## EXERCISE
Quote the listing below word for word, stopping after the line that contains "position:relative; flex:1; overflow:hidden".

TASK INPUTS: Begin

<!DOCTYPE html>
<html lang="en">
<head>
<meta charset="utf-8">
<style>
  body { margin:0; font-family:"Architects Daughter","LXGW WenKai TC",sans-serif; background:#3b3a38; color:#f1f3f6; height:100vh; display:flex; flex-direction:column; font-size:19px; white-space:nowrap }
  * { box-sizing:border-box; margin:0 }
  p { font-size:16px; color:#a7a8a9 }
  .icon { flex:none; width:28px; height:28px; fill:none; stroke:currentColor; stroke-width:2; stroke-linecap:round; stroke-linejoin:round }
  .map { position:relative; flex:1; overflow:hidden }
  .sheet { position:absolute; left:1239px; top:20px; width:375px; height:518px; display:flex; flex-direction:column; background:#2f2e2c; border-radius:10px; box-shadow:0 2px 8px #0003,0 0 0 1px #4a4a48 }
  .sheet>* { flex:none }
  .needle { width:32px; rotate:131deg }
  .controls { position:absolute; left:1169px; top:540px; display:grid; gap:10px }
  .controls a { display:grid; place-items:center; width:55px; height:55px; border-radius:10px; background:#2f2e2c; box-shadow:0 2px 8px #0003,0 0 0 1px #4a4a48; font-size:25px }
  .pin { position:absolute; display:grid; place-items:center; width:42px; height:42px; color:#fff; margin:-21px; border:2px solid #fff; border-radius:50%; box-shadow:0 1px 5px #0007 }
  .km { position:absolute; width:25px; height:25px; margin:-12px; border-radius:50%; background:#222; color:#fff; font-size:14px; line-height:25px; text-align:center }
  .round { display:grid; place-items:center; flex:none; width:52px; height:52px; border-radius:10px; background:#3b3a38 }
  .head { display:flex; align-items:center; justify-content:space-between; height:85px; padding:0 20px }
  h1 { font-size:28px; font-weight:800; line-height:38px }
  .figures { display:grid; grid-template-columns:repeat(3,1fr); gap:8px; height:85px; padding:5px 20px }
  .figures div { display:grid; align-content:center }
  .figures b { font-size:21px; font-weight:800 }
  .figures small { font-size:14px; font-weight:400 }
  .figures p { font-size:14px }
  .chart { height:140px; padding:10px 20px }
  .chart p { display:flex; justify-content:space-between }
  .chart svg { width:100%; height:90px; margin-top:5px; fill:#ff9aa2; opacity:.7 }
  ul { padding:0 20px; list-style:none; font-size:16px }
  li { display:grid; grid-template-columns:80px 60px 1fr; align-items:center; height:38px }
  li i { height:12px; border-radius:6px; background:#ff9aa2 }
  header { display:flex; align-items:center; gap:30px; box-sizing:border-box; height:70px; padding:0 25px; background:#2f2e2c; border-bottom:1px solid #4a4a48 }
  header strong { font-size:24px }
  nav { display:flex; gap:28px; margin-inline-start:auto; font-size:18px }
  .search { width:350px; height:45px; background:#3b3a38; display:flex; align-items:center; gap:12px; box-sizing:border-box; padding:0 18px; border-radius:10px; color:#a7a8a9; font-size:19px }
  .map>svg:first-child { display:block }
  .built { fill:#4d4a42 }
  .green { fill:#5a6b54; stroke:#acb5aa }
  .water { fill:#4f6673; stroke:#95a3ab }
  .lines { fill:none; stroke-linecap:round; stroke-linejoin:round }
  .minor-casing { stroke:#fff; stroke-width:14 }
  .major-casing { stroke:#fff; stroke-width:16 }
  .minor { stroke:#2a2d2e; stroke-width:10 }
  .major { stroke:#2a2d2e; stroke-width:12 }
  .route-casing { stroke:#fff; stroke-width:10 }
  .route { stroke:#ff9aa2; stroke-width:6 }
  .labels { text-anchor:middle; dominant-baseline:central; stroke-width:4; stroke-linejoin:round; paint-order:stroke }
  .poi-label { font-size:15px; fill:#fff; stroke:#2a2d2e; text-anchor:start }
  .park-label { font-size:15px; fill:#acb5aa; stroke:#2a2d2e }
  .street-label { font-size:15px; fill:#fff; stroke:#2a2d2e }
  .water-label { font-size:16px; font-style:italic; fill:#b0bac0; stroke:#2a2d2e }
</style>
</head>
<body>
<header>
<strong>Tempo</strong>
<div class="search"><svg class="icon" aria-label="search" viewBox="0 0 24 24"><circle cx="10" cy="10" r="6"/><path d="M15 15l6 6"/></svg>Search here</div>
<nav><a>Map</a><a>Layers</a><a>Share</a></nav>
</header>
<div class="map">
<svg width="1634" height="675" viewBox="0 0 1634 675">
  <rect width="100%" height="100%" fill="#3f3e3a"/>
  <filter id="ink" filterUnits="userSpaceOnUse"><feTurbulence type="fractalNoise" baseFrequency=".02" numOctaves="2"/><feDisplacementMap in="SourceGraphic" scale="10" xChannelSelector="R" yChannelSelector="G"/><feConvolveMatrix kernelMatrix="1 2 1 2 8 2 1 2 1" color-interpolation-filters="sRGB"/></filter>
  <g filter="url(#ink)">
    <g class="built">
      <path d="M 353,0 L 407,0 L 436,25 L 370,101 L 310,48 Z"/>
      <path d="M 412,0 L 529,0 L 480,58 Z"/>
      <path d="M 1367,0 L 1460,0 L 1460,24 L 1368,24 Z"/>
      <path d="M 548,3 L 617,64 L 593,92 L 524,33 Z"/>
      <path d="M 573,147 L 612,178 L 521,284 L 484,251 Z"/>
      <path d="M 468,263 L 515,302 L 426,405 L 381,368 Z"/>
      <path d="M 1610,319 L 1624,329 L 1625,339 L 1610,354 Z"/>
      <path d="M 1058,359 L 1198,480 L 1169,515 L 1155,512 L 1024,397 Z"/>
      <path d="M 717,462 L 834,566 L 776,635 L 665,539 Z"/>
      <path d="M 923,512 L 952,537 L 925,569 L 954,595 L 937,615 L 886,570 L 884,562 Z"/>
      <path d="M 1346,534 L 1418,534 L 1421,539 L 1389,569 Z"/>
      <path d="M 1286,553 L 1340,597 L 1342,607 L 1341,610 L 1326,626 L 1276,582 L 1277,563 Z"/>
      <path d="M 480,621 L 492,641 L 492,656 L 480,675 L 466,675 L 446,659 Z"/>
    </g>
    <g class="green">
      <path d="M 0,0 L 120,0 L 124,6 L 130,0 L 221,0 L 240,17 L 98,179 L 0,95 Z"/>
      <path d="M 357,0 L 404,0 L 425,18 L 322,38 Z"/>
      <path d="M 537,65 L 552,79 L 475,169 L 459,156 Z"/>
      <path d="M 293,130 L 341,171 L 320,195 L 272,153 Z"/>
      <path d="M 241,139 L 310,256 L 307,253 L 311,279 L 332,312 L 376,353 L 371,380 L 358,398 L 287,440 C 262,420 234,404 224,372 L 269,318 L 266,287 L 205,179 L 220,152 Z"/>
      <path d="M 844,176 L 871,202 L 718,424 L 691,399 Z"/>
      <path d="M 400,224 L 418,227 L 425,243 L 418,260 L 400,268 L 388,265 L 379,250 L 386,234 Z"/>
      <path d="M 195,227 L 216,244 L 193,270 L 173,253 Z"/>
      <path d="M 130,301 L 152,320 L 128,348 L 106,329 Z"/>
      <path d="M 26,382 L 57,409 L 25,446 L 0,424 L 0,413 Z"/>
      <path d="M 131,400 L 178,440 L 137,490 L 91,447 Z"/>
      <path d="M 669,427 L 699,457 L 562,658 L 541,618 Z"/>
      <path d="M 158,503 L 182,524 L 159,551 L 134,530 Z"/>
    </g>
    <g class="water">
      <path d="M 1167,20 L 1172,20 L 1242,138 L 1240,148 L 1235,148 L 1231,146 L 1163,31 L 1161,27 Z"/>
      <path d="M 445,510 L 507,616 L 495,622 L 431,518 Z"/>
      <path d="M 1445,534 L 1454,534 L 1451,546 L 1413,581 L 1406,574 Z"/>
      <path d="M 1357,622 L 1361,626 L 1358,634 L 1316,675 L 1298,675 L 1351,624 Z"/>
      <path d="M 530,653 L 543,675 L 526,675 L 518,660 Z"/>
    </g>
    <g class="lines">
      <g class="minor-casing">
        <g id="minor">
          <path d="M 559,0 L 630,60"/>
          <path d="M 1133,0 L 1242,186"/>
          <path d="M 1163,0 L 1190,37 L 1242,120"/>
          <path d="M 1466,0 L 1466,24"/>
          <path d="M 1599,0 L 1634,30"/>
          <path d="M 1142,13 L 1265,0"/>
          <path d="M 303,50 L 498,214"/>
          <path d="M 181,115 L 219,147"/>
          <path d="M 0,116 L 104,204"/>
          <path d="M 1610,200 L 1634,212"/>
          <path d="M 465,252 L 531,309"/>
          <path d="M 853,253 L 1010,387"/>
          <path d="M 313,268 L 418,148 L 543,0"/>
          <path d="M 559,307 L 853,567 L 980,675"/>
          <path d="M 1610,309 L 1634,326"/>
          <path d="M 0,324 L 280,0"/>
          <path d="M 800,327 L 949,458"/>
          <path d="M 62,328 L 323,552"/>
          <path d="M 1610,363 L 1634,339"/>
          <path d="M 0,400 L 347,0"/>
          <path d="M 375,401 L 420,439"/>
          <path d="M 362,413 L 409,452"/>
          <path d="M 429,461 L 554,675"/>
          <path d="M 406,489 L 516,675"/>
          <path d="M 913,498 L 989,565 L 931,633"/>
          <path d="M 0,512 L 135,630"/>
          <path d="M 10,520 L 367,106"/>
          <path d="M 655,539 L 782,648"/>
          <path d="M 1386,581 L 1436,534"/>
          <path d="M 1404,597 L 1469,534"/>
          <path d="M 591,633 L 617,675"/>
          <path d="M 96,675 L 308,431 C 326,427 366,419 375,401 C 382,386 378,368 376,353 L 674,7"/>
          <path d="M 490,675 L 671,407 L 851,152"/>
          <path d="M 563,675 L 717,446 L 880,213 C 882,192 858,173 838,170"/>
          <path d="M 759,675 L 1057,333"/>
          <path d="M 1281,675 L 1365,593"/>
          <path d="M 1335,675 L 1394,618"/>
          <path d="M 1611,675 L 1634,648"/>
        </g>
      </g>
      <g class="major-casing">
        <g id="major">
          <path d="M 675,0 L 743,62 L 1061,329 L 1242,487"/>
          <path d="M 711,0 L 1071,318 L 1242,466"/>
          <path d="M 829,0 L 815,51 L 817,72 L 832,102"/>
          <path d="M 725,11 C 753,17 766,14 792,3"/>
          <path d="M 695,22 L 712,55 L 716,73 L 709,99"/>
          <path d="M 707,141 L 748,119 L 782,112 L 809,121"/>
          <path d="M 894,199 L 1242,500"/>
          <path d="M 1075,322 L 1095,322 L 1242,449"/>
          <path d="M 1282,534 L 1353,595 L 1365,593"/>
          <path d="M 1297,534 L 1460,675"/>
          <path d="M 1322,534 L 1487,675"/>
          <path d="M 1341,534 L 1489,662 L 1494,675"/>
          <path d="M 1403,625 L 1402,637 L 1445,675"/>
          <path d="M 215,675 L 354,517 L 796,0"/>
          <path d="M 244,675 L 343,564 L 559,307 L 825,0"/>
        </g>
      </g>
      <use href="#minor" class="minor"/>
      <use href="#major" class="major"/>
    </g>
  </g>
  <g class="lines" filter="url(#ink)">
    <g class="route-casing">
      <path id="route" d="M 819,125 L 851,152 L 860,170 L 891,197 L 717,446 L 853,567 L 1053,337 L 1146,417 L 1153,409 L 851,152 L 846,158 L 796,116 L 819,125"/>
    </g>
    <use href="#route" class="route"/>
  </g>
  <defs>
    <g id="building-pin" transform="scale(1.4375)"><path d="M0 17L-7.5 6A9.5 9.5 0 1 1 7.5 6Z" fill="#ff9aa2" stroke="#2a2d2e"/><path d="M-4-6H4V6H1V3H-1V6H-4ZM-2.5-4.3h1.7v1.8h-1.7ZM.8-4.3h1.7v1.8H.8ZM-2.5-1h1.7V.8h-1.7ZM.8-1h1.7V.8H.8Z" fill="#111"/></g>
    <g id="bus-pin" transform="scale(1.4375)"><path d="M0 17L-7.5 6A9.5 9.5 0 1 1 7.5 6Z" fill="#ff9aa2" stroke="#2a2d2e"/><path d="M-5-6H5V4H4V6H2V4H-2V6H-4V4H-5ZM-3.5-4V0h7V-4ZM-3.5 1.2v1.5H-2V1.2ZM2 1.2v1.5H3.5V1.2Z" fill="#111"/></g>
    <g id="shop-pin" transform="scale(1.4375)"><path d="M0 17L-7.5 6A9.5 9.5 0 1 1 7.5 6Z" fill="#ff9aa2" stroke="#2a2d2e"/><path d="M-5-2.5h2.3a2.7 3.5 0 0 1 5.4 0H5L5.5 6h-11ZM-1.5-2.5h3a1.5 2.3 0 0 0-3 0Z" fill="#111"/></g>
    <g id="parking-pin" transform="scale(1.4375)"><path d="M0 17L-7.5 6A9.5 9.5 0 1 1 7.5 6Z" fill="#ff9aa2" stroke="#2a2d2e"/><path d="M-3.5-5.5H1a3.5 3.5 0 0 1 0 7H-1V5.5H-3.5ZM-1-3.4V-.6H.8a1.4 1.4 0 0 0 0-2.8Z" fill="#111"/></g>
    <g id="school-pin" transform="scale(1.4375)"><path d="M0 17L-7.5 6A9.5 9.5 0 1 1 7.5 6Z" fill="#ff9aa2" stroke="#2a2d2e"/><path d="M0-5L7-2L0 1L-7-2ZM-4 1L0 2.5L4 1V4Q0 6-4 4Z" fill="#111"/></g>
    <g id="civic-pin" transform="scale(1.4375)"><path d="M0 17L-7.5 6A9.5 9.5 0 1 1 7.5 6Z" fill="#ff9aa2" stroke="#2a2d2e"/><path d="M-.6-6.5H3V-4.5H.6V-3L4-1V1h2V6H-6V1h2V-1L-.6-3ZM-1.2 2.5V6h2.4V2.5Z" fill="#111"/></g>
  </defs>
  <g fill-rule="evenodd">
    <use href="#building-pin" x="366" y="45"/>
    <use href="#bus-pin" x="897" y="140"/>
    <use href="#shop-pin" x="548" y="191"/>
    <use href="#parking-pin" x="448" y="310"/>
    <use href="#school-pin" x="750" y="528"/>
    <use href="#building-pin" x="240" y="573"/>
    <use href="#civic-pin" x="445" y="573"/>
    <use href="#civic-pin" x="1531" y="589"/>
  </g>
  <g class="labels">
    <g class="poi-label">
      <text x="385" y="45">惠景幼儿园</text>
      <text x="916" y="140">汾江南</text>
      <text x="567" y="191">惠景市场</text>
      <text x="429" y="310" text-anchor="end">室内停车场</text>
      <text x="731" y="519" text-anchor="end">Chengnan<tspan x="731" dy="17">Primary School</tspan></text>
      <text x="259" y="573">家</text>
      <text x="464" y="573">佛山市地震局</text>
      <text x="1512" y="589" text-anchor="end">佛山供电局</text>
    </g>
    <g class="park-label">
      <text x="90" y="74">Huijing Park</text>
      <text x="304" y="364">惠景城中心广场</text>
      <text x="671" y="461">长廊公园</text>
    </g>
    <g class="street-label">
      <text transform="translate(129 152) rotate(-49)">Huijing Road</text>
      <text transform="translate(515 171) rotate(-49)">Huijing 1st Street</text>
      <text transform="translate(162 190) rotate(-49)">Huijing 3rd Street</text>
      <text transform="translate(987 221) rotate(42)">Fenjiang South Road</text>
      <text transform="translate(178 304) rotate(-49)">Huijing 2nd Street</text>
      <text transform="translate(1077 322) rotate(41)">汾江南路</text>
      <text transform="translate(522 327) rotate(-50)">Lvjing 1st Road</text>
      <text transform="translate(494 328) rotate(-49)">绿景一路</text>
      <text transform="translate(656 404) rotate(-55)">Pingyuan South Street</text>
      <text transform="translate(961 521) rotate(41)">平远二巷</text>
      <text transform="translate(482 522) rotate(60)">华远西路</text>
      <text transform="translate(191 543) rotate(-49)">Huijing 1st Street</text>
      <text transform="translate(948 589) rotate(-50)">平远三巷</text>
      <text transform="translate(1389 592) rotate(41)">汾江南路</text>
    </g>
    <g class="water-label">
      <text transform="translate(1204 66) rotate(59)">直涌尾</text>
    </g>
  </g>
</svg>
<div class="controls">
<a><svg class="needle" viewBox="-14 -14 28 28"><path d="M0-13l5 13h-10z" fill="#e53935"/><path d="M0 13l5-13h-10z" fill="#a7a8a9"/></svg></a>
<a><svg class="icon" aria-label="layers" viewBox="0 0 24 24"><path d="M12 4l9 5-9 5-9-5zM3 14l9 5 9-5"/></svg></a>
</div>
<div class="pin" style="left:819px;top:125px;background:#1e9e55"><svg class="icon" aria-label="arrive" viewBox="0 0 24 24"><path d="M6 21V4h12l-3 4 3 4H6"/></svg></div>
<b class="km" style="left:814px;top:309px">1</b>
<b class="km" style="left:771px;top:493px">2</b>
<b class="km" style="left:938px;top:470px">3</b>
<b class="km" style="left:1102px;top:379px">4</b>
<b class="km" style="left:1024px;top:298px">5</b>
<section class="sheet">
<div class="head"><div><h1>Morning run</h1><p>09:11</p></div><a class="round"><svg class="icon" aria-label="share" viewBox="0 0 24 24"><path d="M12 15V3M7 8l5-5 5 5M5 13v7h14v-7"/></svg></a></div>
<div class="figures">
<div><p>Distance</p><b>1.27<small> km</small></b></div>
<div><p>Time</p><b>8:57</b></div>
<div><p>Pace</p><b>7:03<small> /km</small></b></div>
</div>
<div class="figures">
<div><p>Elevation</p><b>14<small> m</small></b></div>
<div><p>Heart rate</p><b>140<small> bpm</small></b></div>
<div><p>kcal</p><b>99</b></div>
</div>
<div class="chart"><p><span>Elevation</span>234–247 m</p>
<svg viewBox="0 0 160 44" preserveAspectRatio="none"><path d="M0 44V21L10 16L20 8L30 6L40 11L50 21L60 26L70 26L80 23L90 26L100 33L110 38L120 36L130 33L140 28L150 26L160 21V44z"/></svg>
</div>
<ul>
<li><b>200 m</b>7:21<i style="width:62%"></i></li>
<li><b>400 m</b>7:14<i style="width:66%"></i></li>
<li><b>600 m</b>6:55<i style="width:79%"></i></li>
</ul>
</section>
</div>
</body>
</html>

TASK INPUTS: End

## REPLY
<!DOCTYPE html>
<html lang="en">
<head>
<meta charset="utf-8">
<style>
  body { margin:0; font-family:"Architects Daughter","LXGW WenKai TC",sans-serif; background:#3b3a38; color:#f1f3f6; height:100vh; display:flex; flex-direction:column; font-size:19px; white-space:nowrap }
  * { box-sizing:border-box; margin:0 }
  p { font-size:16px; color:#a7a8a9 }
  .icon { flex:none; width:28px; height:28px; fill:none; stroke:currentColor; stroke-width:2; stroke-linecap:round; stroke-linejoin:round }
  .map { position:relative; flex:1; overflow:hidden }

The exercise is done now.